Democratizing trade, breaking down barriers with digital technology (en)
Micro, small and medium-sized enterprises (MSMEs) play a critical role in economic development and job creation for all countries. This is particularly the case in developing countries, where they are estimated to contribute up to 60% of total formal employment and up to 40% of national income. These numbers increase significantly if you also take into account the informal sector.
However, MSMEs continue to face considerable barriers to fulfilling their economic potential. They generally have less involvement in international trade and exposure to foreign direct investment, which means their competitiveness and productivity often lag behind. As a consequence, the risk and cost of trying to gain access to markets, value chains and financial services severely limits their ability to grow.

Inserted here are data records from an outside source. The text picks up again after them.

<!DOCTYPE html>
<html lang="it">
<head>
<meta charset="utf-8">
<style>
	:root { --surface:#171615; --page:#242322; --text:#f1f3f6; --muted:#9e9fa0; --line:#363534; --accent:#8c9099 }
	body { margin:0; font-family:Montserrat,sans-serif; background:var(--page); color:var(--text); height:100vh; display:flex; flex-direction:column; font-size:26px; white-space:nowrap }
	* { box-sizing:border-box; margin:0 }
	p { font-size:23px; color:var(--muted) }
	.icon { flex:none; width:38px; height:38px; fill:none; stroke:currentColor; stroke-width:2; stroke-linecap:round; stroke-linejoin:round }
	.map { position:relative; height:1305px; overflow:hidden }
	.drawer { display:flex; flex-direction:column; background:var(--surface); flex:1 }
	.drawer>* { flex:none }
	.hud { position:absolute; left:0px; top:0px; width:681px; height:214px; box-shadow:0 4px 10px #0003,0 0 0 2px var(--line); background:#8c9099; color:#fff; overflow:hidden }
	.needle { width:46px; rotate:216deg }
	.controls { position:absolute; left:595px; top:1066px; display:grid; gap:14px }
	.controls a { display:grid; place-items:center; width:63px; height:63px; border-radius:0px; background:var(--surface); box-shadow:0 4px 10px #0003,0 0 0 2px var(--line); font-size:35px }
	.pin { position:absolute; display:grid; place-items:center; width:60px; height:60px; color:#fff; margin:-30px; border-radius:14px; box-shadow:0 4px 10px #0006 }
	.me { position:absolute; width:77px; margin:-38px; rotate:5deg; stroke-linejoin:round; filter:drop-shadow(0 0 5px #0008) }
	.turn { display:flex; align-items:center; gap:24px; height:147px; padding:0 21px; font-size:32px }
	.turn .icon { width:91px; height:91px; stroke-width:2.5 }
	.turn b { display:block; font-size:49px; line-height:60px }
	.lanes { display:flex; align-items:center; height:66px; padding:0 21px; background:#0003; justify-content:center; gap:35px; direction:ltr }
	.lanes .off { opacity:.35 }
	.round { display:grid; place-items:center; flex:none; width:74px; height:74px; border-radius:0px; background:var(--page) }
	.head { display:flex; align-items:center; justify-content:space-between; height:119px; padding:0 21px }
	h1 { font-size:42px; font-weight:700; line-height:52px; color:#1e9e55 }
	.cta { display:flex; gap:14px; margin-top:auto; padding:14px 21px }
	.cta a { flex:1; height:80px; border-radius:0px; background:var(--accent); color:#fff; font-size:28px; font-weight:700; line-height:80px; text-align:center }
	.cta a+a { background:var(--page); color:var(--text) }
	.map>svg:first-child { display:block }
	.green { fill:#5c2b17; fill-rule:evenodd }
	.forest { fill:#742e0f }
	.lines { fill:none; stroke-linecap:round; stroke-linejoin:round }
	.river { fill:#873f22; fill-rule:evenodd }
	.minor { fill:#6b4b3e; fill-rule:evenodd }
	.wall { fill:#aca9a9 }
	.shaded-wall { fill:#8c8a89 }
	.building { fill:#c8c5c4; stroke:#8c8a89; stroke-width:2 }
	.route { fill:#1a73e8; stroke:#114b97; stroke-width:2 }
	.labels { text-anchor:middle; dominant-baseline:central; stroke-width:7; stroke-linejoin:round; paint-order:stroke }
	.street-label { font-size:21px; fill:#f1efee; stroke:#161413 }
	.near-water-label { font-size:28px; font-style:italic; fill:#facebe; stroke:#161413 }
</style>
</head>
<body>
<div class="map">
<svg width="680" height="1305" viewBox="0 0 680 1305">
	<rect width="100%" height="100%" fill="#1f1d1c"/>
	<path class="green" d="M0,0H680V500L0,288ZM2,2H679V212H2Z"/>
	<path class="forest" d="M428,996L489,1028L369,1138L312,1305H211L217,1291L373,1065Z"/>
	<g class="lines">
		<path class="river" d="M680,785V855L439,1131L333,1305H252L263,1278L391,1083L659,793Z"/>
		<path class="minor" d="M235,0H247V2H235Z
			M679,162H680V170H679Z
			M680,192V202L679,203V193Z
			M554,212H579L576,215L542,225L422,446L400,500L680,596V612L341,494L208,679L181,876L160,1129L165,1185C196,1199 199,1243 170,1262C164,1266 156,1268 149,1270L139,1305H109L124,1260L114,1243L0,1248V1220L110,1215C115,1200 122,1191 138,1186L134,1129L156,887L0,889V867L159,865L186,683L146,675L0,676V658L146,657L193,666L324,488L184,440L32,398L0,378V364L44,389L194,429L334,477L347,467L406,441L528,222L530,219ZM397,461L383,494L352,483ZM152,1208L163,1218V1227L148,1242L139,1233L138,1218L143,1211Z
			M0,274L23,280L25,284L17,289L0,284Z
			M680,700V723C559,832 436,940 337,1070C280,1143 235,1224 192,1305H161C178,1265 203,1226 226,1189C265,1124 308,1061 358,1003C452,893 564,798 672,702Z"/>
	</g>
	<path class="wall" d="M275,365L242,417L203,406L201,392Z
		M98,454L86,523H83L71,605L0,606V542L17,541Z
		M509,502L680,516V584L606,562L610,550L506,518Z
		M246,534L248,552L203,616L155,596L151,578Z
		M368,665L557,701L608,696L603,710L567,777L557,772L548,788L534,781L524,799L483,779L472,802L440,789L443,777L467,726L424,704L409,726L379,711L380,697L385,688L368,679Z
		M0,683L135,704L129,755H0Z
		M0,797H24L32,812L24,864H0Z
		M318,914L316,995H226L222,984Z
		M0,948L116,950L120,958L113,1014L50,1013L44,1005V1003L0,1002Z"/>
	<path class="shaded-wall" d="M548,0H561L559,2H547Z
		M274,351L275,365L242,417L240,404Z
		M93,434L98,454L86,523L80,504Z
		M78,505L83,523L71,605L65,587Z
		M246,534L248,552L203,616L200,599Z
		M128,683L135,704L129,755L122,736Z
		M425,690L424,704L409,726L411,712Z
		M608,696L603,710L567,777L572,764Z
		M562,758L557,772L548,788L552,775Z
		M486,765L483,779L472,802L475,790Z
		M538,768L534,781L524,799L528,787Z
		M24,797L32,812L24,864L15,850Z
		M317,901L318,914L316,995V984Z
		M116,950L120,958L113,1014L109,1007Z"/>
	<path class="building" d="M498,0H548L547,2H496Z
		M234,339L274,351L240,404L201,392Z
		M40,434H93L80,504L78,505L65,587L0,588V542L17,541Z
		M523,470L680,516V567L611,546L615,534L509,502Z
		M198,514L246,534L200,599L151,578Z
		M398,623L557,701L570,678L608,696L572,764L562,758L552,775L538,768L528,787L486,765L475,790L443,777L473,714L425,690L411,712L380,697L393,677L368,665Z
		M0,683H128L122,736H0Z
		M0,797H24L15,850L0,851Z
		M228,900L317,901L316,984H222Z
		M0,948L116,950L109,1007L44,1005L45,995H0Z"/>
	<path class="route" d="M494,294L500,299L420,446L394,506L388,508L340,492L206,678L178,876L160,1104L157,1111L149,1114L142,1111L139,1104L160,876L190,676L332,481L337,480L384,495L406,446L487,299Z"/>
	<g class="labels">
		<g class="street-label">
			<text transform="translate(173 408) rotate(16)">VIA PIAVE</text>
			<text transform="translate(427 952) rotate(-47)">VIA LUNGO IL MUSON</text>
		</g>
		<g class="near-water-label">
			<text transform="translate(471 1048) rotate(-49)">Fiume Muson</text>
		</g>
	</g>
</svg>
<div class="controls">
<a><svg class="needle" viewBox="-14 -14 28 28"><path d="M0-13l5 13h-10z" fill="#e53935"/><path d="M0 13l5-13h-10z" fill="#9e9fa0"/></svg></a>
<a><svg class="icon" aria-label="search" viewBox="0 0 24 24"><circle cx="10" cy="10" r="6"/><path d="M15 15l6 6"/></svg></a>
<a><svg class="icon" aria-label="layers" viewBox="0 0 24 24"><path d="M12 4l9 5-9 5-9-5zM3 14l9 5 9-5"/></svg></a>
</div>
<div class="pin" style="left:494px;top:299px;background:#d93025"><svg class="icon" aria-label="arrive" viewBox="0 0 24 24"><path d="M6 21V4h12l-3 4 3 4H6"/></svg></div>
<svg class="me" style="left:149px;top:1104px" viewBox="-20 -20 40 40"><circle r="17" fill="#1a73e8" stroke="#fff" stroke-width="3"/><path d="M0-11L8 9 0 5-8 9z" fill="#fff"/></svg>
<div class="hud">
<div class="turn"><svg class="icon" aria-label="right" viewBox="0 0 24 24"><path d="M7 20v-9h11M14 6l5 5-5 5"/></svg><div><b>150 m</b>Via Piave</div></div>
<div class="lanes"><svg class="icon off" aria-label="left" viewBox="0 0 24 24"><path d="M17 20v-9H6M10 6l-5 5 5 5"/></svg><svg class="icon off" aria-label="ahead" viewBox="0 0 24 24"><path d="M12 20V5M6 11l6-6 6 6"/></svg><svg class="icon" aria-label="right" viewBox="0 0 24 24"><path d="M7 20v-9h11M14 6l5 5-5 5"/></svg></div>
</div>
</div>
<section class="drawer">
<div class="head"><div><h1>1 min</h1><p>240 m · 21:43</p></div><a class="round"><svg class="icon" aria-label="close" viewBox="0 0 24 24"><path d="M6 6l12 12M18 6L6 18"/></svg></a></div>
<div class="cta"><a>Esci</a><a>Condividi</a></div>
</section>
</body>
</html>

Take financial services as an example. Today up to 80% of global trade is supported by some kind of financing or credit insurance, but approximately 70% of all MSMEs in developing markets lack access to credit.

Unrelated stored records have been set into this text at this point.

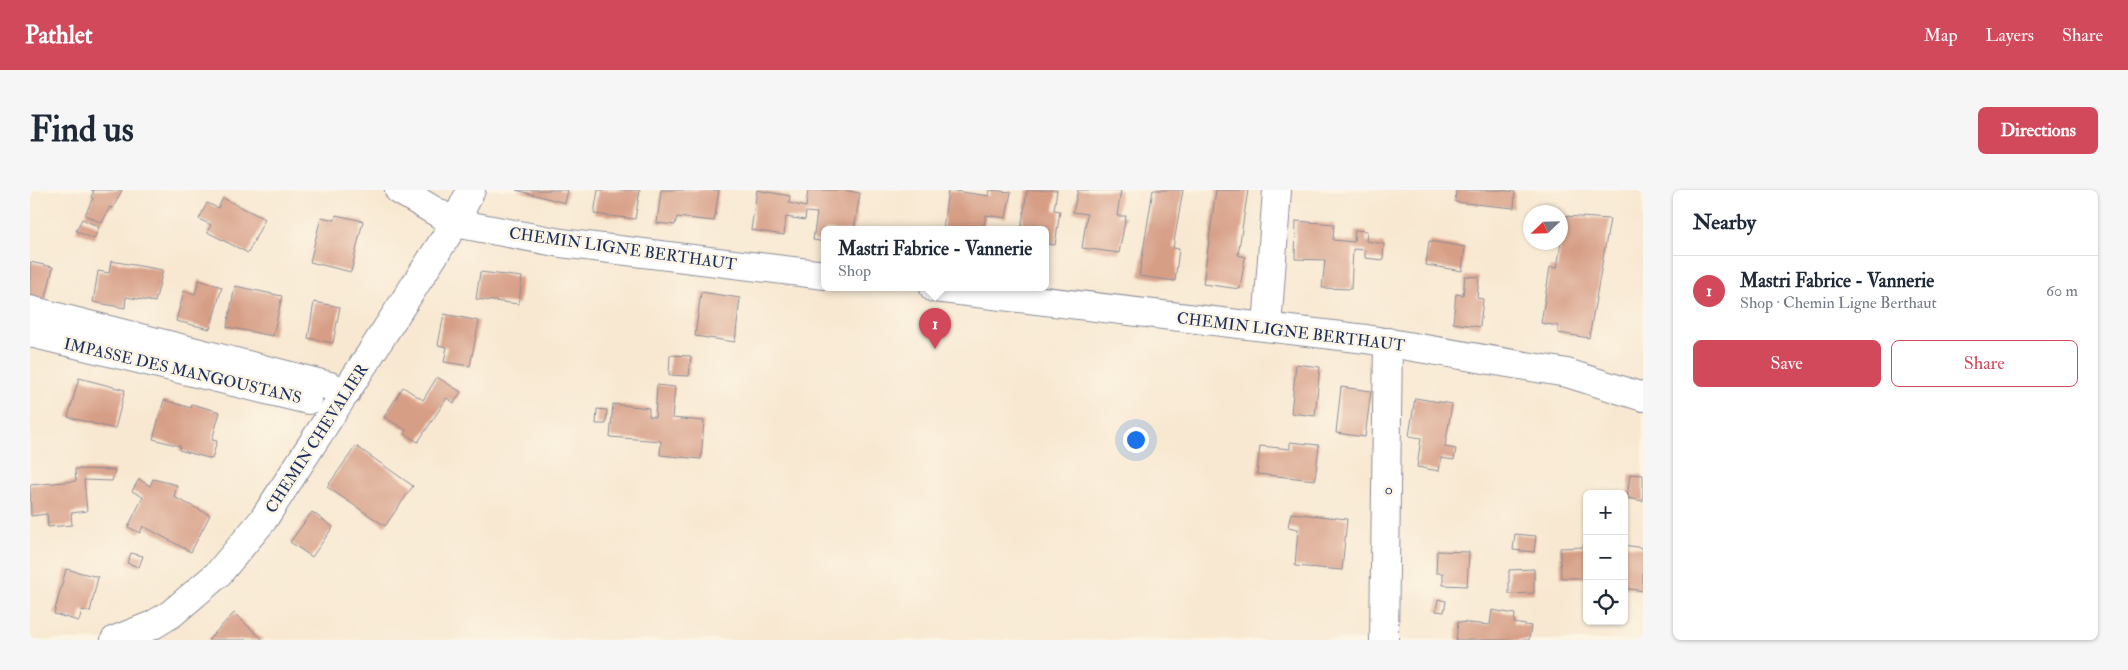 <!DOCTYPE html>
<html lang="en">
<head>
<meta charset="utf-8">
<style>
  body { margin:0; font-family:"IM FELL Double Pica",serif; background:#f6f6f7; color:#1f2937 }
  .controls { position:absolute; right:15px; bottom:15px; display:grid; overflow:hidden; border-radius:8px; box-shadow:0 1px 4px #0004 }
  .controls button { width:45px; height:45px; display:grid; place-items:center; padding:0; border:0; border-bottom:1px solid #e0e1e3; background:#fff; color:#1f2937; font:25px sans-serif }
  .compass { position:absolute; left:1493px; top:15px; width:45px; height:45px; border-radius:50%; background:#fff; box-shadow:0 1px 4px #0004; rotate:247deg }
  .you { position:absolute; left:1105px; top:249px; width:18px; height:18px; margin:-12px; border:4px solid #fff; border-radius:50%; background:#1a73e8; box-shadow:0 0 0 8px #1a73e833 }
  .badge { display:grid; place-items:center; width:32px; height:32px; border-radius:50%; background:#d1495b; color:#fff; font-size:16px; font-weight:700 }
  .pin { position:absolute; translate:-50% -41px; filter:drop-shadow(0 1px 2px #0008) }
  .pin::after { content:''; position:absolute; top:26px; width:18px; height:15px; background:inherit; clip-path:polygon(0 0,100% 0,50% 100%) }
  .popup { position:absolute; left:791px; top:36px; width:228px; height:65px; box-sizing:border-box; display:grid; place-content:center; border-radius:8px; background:#fff; filter:drop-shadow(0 1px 4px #0005); font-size:16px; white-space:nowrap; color:#747a83 }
  .popup b { font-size:19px; color:#1f2937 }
  .popup::after { content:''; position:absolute; left:50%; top:100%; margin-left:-10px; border:10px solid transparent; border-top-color:#fff }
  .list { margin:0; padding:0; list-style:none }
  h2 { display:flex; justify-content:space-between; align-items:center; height:65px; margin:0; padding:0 20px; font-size:21px }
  h2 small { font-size:16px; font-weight:400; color:#747a83 }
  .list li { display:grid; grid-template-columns:32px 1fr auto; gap:15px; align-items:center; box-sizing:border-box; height:70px; padding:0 20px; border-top:1px solid #e0e1e3 }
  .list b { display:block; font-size:19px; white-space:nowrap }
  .list p { margin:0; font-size:16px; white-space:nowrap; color:#747a83 }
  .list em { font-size:16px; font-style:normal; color:#747a83 }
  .actions { display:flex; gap:10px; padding:15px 20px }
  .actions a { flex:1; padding:11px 0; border:1px solid #d1495b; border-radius:8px; text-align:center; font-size:18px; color:#d1495b }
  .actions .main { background:#d1495b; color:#fff }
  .icon { flex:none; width:28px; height:28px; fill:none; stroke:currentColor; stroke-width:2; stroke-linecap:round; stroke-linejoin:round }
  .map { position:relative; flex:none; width:1613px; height:450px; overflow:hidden; border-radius:8px }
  header { display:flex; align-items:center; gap:30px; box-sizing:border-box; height:70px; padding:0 25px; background:#d1495b; color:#fff }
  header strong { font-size:24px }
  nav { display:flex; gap:28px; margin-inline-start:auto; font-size:18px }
  .intro { display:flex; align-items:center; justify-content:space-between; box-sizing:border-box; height:120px; padding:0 30px }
  h1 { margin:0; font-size:35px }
  .button { padding:12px 22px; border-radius:8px; background:#d1495b; color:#fff; font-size:18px; font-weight:700 }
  main { display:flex; gap:30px; padding:0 30px }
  aside { flex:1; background:#fff; border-radius:8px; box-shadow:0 1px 4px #0004 }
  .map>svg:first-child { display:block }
</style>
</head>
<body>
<header>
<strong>Pathlet</strong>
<nav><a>Map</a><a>Layers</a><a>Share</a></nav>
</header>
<div class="intro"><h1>Find us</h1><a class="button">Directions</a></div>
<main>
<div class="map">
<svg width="1613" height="450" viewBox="0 0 1613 450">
  <rect width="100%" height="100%" fill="#fcf5e5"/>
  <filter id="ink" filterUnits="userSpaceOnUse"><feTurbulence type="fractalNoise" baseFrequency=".02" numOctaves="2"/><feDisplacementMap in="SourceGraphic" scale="10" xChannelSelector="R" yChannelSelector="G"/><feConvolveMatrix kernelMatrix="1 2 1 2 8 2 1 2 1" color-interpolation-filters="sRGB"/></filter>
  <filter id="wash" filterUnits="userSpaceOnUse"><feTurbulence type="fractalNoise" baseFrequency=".0096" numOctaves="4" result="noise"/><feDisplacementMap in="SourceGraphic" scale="20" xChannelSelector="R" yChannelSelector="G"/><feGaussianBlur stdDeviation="1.12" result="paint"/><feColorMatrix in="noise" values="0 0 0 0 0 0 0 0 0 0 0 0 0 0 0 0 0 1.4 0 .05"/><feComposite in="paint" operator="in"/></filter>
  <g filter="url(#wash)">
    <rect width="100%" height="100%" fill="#f8e8d1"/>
    <g id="blocks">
      <!-- building -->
      <g fill="#d79e86">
        <polygon points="61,0 92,0 83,18 80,17 72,33 55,25 63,8 61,7 64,1"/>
        <polygon points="486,0 538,0 535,13"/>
        <polygon points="568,0 610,0 605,29 564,24"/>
        <polygon points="631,0 689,0 684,31 647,27 645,35 627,33"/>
        <polygon points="727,0 760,6 759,13 776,17 778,0 813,0 830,3 824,40 795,40 795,52 783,50 787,23 776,22 775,30 756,27 754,45 721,40"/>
        <polygon points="918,0 959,6 960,0 981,2 976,28 956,25 953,40 913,39"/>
        <polygon points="997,0 1027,0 1024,20 1030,21 1025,55 1015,54 1015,40 991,40"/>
        <polygon points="1048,0 1091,0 1087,26 1096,26 1089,63 1052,58 1057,24 1043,22"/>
        <polygon points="1123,0 1153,0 1143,58 1149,59 1145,91 1109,86"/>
        <polygon points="1186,0 1218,0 1208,65 1215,67 1210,99 1173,94"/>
        <polygon points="1426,0 1471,0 1485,2 1484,18 1425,12"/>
        <polygon points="193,8 235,29 218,63 177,42 181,35 169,29 177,13 188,18"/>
        <polygon points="306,25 333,31 321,82 280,72 291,27 305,30"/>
        <polygon points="1535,26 1580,29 1559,148 1528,143 1528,136 1511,133 1520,77 1527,78"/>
        <polygon points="52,29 69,37 64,49 46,41"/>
        <polygon points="1266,31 1304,34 1303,50 1324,52 1325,40 1337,41 1336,51 1354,54 1353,70 1335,68 1335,60 1323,59 1321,99 1292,98 1295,70 1265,69"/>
        <polygon points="1399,51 1435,57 1432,81 1396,75"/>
        <polygon points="81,71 133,80 125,112 96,107 95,118 63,112 68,81 79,83"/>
        <polygon points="0,72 23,77 15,112 0,114"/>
        <polygon points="450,82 492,87 489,114 446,109"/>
        <polygon points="1435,86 1449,87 1447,108 1453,109 1450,137 1423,133 1426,104 1433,105"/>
        <polygon points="169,90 192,97 180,139 146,131 154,101 165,104"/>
        <polygon points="205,96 252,106 243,146 197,137"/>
        <polygon points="671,102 710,108 705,152 665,146"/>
        <polygon points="284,112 310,117 303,153 278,148"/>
        <polygon points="414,124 449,131 440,176 414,172 417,157 408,155"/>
        <polygon points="640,165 661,166 659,186 639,185"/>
        <polygon points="1266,174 1290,177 1285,226 1261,223"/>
        <polygon points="407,187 431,202 424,213 417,208 388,252 375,244 376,240 354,227 373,197 393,210"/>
        <polygon points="49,188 95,200 85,239 38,227"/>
        <polygon points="627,195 645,197 642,228 674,231 671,269 630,265 631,251 580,247 583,214 619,218 619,226 625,227"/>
        <polygon points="1311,197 1341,201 1335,247 1306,243"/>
        <polygon points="1385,208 1422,214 1415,257 1426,259 1424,270 1411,268 1409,281 1387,277 1391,248 1379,246"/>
        <polygon points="134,210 161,218 162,214 190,222 182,250 187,251 182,269 149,260 150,256 123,249"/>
        <polygon points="567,219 577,220 576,234 566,234"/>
        <polygon points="1260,252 1289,255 1285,290 1227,284 1230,256 1260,259"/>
        <polygon points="326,256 383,296 355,336 297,297"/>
        <polygon points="45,279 85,280 82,291 54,290 57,321 41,323 42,335 18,337 17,324 1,326 0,295 46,291"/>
        <polygon points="1600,284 1613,285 1613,311 1597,308"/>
        <polygon points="109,289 120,296 123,289 147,295 144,307 180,325 161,362 113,336 110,343 98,337 113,307 102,301"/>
        <polygon points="282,322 303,337 282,367 260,352"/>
        <polygon points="1261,323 1317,329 1312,380 1265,376 1268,339 1258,337"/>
        <polygon points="1485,344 1506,346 1504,362 1483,360"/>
        <polygon points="1553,354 1557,354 1557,388 1531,388 1530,358 1554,357"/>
        <polygon points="1594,355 1613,358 1613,401 1594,398"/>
        <polygon points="1407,361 1439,362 1437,396 1413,395 1413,383 1406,383"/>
        <polygon points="101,363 113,366 109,377 97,373"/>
        <polygon points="36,379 68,387 60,422 52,420 49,431 24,424"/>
        <polygon points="1504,379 1504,403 1479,404 1479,380"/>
        <polygon points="1408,409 1416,411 1414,422 1406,421"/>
        <polygon points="1462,420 1485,424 1484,433 1501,436 1499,450 1426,450 1428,432 1460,435"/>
        <polygon points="204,423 233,450 178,450"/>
      </g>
    </g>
  </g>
  <g filter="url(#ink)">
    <use href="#blocks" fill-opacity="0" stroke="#8a8c98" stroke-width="1"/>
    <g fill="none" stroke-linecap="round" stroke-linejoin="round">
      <defs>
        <g id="minor">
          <polyline points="369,0 425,33 531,53 795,85"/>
          <polyline points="904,98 1336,149 1537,183 1613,207"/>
          <polyline points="0,120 300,196 316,203"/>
          <polyline points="1237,137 1247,0"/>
          <polyline points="0,143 278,210"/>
          <polyline points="85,450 123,435 141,424 188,384 233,330 425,33 441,0"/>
          <polyline points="1354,450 1358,152"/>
        </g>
      </defs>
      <!-- minor casing -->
      <use href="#minor" stroke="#8a8c98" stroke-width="30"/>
      <!-- minor -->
      <use href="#minor" stroke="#fff" stroke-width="28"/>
    </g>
  </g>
  <g text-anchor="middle" stroke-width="5" stroke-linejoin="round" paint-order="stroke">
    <!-- street labels -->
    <g font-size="16" fill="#1b2f5e" stroke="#fcf5e5">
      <text transform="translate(593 58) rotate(8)" y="6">CHEMIN LIGNE BERTHAUT</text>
      <text transform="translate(1261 141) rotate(7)" y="6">CHEMIN LIGNE BERTHAUT</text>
      <text transform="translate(153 180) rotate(13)" y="6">IMPASSE DES MANGOUSTANS</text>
      <text transform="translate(286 248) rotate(-57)" y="6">CHEMIN CHEVALIER</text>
      <text transform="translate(1356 301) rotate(-89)" y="6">0</text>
    </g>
  </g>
</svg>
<div class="controls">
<button>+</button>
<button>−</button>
<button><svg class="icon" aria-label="locate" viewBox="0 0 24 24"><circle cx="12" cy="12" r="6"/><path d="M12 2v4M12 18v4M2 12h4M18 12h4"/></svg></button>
</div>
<svg class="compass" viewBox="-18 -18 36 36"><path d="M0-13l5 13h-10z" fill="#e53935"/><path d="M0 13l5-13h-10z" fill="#747a83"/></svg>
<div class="you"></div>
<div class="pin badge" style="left:905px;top:159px">1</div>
<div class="popup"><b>Mastri Fabrice - Vannerie</b>Shop</div>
</div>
<aside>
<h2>Nearby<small></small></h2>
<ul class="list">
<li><span class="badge">1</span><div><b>Mastri Fabrice - Vannerie</b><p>Shop · Chemin Ligne Berthaut</p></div><em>60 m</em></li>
</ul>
<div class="actions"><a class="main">Save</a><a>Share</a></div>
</aside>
</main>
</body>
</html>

The harsh reality is that MSMEs in developing economies, many of which are rural businesses and smallholder farmers, find it incredibly difficult to do business. They are often at the end of value chains, unable to participate in trade ecosystems and must deal with a number of intermediaries, which increases costs substantially.
MSMEs prospects must be improved and embracing digital technology should be a priority. E-commerce platforms alone give MSMEs an affordable and efficient way to communicate directly with a broad customer base domestically and internationally. The World Trade Organization (WTO) estimates that 97% of internet-enabled small businesses export while the rate for traditional SMEs ranges between 2% and 28%.
Such e-commerce platforms are key and must be seen as one component of a broader set of digital solutions.
Specifically, in order to grow, MSMEs not only need access to consumers (B2C), but also to the regional and global value-chains and production networks (B2B), which dominate trade today. The good news is that digitization is making it significantly easier for multinational and larger domestic companies to do business with MSMEs in developing countries and for smaller businesses to participate in such ecosystems.
Agriculture presents both unique challenges and opportunities in this regard. Approximately 80% of the farmland in Asia and sub-Saharan Africa is managed by smallholders who work no more than 10 hectares. Small-scale farms – usually representing the largest, yet most marginalized and vulnerable segment of the economy – struggle to grow because larger members of the agriculture ecosystem view them as expensive and risky to do business with. As a consequence, these farmers have limited access to information, financial services and supplies, which results in poor yields, low prices, high costs and difficulties in accessing formal markets.
This is where digital technology can help. For example, Connected Farmer, developed by Vodafone, Vodacom and Mezzanine, a company that delivers mobile-enabled solutions to companies doing business in Africa, uses mobile technology to make it easier for farmers to interact and transact with other businesses. It incorporates mobile payments such as M-PESA, receipting, communications, stock management and tools that improve decision-making and yield.
Connected Farmer also allows farmers to build a transaction history, giving buyers and suppliers a greater understanding of a farm’s day-to-day operations. This makes it easier for farmers to access financial services. Many farmers use a loan facility, associated to the contracts they have in place, to purchase supplies and services from other companies. Furthermore, where state support is available, the government can use Connected Farmer to give vouchers to farmers, which they can use to buy supplies and services. In Zambia and Kenya, for example, the government use the platform to provide farmers with e-vouchers to buy supplies.
All this helps increase productivity for smallholder farmers and increases efficiency for larger agriculture businesses that buy from them.
This is the case with Multiflower, a flower-cutting business in the United Republic of Tanzania, which works with 3,500 small-scale farmers over a vast geographic area. Before using Connected Farmer, farmers would have to make long and expensive journeys to Multiflower offices to receive payments and loans. On average, this took eight hours and cost around $12 – not a small amount when many farmers earn less than $2 a day.
Another success story is Kenya’s Ndumberi Dairy Farmers Cooperative Society, which collaborates with small-scale farmers owning up to 10 cows. By using Connected Farmer, within just 12 months the co-operative brought 23% more farmers into its supply chain and production volumes increased by up to 50% per cow while the Co-operative reduced its operating costs by 40%.
Some of the food and agribusinesses using Connected Farmer estimate the access to supplies, services and information – sometimes as simple as informing farmers of the right blend of fertilizer for their soil – has helped increase production by up to 200% within two crop cycles.
No wonder, therefore, that farmers and agribusinesses alike are embracing the change brought about by digital services. Clearly, technology has incredible power to boost productivity, unlock value and raise revenues for MSMEs. It also needs to be part of a broader effort by policymakers to clear a path for MSMEs to succeed. This includes creating a supportive regulatory environment, investing in fast and reliable digital infrastructure, and implementing policies that stimulate the accessibility and use of new technologies.
The ability of MSMEs to access regional or global markets depends heavily on the extent they can participate in their local trade ecosystems. Digital technology offers them a gateway to those ecosystems, the first step in democratizing trade and bringing its full benefits to everyone for the first time.